START DATA EXCERPTS

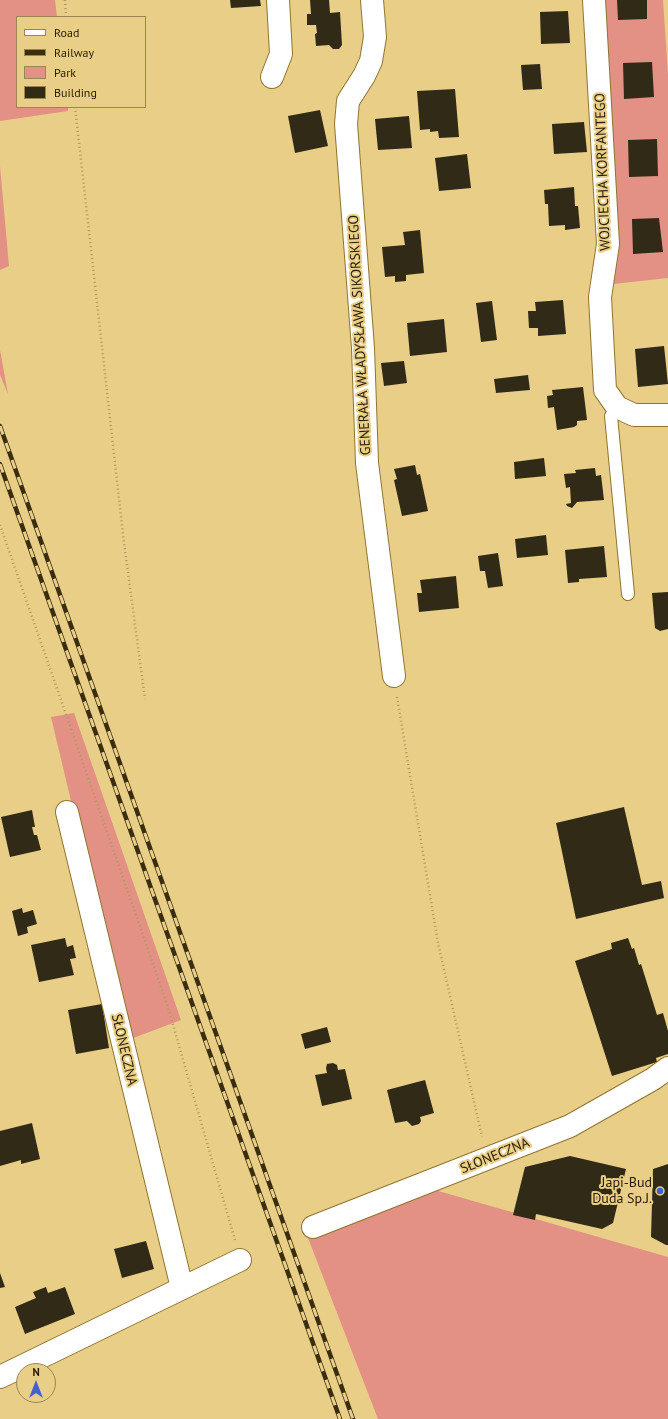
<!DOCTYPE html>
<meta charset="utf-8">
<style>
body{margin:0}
#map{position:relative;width:668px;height:1419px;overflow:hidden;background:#e9ce88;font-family:"PT Sans",sans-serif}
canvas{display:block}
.legend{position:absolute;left:16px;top:16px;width:130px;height:92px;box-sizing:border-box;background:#e9ce88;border:1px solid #9b8652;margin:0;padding:5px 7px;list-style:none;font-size:12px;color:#251b00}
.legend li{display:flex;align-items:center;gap:8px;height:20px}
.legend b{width:20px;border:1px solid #9b8652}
.north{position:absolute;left:16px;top:1363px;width:40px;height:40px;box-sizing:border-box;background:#e9ce88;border:1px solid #9b8652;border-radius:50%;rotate:0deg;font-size:11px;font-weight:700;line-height:16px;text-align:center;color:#251b00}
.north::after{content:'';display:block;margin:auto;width:14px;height:18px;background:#4360d3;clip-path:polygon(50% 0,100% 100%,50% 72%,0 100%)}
</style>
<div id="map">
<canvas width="668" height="1419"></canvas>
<ul class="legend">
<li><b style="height:5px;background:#fff"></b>Road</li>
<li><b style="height:5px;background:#3a2e0e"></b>Railway</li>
<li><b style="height:11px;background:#e39185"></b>Park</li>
<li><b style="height:11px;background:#312a16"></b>Building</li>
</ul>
<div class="north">N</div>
</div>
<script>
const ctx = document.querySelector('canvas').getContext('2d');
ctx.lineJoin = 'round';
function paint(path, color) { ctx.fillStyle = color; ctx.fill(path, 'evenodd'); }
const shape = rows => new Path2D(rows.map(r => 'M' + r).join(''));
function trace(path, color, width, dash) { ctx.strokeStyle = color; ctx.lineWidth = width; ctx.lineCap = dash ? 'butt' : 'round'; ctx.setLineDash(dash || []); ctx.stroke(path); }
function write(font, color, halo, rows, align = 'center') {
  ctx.font = font + ' "PT Sans",sans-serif'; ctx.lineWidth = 4; ctx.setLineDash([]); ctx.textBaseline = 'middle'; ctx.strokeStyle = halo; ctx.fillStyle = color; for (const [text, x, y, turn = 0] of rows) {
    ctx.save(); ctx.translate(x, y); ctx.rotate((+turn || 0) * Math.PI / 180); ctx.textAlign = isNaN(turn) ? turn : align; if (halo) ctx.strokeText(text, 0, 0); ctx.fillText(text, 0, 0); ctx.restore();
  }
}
const green = shape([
 [0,0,55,0,57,17,17,17,17,107,68,107,68,111,0,121],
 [600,0,663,0,668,74,668,278,604,285],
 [0,166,9,266,0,270],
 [0,350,8,394,0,375],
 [74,713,181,1020,128,1040,51,717],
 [428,1188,668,1257,668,1419,378,1419,308,1238]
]);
const building = shape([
 [230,0,260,0,261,6,231,8],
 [310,0,329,0,330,13,340,12,342,45,339,49,333,49,329,45,316,46,315,34,317,33,316,25,307,25,307,14,311,14],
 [617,0,647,0,647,19,618,20],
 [568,11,570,43,541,44,540,12],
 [652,62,654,97,624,99,623,63],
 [540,64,542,89,523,90,521,65],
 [455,89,459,137,439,138,438,131,430,132,430,129,420,130,417,91],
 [320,110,328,146,295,153,288,116],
 [409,116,412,148,378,150,375,119],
 [584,122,587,152,554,154,552,124],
 [657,139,658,176,629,177,628,140],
 [467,154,471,188,439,191,435,158],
 [574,187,575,206,578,206,580,228,565,230,565,225,549,226,548,204,545,204,544,190],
 [659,218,663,252,633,254,632,219],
 [420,230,424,273,406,275,406,281,395,282,395,276,385,277,382,247,405,245,403,232],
 [563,300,566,334,538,336,538,328,529,328,528,311,536,311,535,302],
 [492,301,497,340,481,342,476,303],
 [444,319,447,352,410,356,407,323],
 [664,346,668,384,638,387,635,349],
 [404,361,407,383,384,386,381,363],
 [528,375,530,390,496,393,494,379],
 [583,387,587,420,577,421,577,425,574,427,557,430,554,407,548,408,547,396,553,395,552,390],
 [544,458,546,476,515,479,514,462],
 [415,465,417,475,420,474,428,511,402,516,394,480,397,479,394,469],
 [595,468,596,476,601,475,604,500,577,502,572,508,567,506,566,504,571,503,570,487,566,488,564,474,576,473,575,470],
 [546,535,548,555,517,558,515,539],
 [604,546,607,577,579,579,579,582,568,583,565,550],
 [498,553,503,586,488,588,485,571,480,571,478,556],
 [456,576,459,608,419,612,417,593,422,593,420,580],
 [668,592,668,629,660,631,655,628,652,593],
 [624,807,642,885,661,881,664,898,576,919,556,823],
 [32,810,35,827,32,827,34,835,37,835,41,850,10,857,1,817],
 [22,908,23,913,33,910,37,924,27,927,28,933,18,936,12,911],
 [65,938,67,947,73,945,76,958,70,959,74,975,39,982,31,945],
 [628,938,632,949,634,948,639,965,641,964,657,1015,663,1013,668,1031,668,1054,656,1058,657,1062,612,1076,575,961,612,949,611,943],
 [102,1004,109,1048,76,1054,68,1010],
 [327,1027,331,1042,305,1049,301,1034],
 [333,1063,337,1065,338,1070,345,1069,352,1099,322,1106,315,1075,327,1073,326,1068,327,1064],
 [425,1080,434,1113,420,1117,421,1121,419,1124,412,1126,407,1121,395,1123,387,1090],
 [32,1123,40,1159,21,1164,21,1160,0,1166,0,1131],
 [570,1156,626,1169,613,1223,602,1229,536,1214,535,1220,513,1215,525,1167],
 [668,1164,668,1245,666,1245,651,1237,653,1169],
 [146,1241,154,1269,122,1278,114,1249],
 [0,1273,5,1287,0,1288],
 [46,1287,48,1293,65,1287,75,1314,25,1334,15,1307,36,1298,33,1292]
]);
const path = shape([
 [65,0,66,17],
 [75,107,124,543,145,699],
 [0,525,167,1004,235,1240],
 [397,697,438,943,482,1137]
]);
const service = shape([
 [617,407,611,416,628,594]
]);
const minor = shape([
 [372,0,375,37,371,61,364,76,348,101,346,124,363,348,367,463,394,676],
 [594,0,608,244,600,297,605,390,617,407,634,415,668,415],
 [272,77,281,54,278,0],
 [67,812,182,1288],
 [313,1227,570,1126,653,1079,668,1068],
 [0,1377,240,1260]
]);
const rail = shape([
 [0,426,353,1419],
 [0,464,340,1419]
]);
const markers = [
 [660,1191,4,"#4360d3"]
];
const streetNames = [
 ["WOJCIECHA KORFANTEGO",603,172,-92],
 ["GENERAŁA WŁADYSŁAWA SIKORSKIEGO",360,335,-93],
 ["SŁONECZNA",124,1050,77],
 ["SŁONECZNA",495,1156,-22]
];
const poiNames = [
 ["Japi-Bud",652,1183],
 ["Duda Sp.J.",652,1199]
];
paint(green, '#e39185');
paint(building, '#312a16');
trace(service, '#8f7530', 14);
trace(minor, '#8f7530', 24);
trace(path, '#ae985f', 2.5, [1, 3]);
trace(service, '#fff', 12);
trace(minor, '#fff', 22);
trace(rail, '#3a2e0e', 4.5);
trace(rail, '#e9ce88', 3, [9]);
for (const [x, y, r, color] of markers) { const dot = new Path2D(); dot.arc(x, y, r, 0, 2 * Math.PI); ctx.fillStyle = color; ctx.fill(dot); trace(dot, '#e9ce88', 1.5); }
write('14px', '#251b00', '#e9ce88', streetNames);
write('14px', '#251b00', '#e9ce88', poiNames, 'right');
</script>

END DATA EXCERPTS

■ ABOUT THIS TASK ■
Every line above with the word "lineWidth" is to be copied out.

■ ANSWER SECTION ■
function trace(path, color, width, dash) { ctx.strokeStyle = color; ctx.lineWidth = width; ctx.lineCap = dash ? 'butt' : 'round'; ctx.setLineDash(dash || []); ctx.stroke(path); }
  ctx.font = font + ' "PT Sans",sans-serif'; ctx.lineWidth = 4; ctx.setLineDash([]); ctx.textBaseline = 'middle'; ctx.strokeStyle = halo; ctx.fillStyle = color; for (const [text, x, y, turn = 0] of rows) {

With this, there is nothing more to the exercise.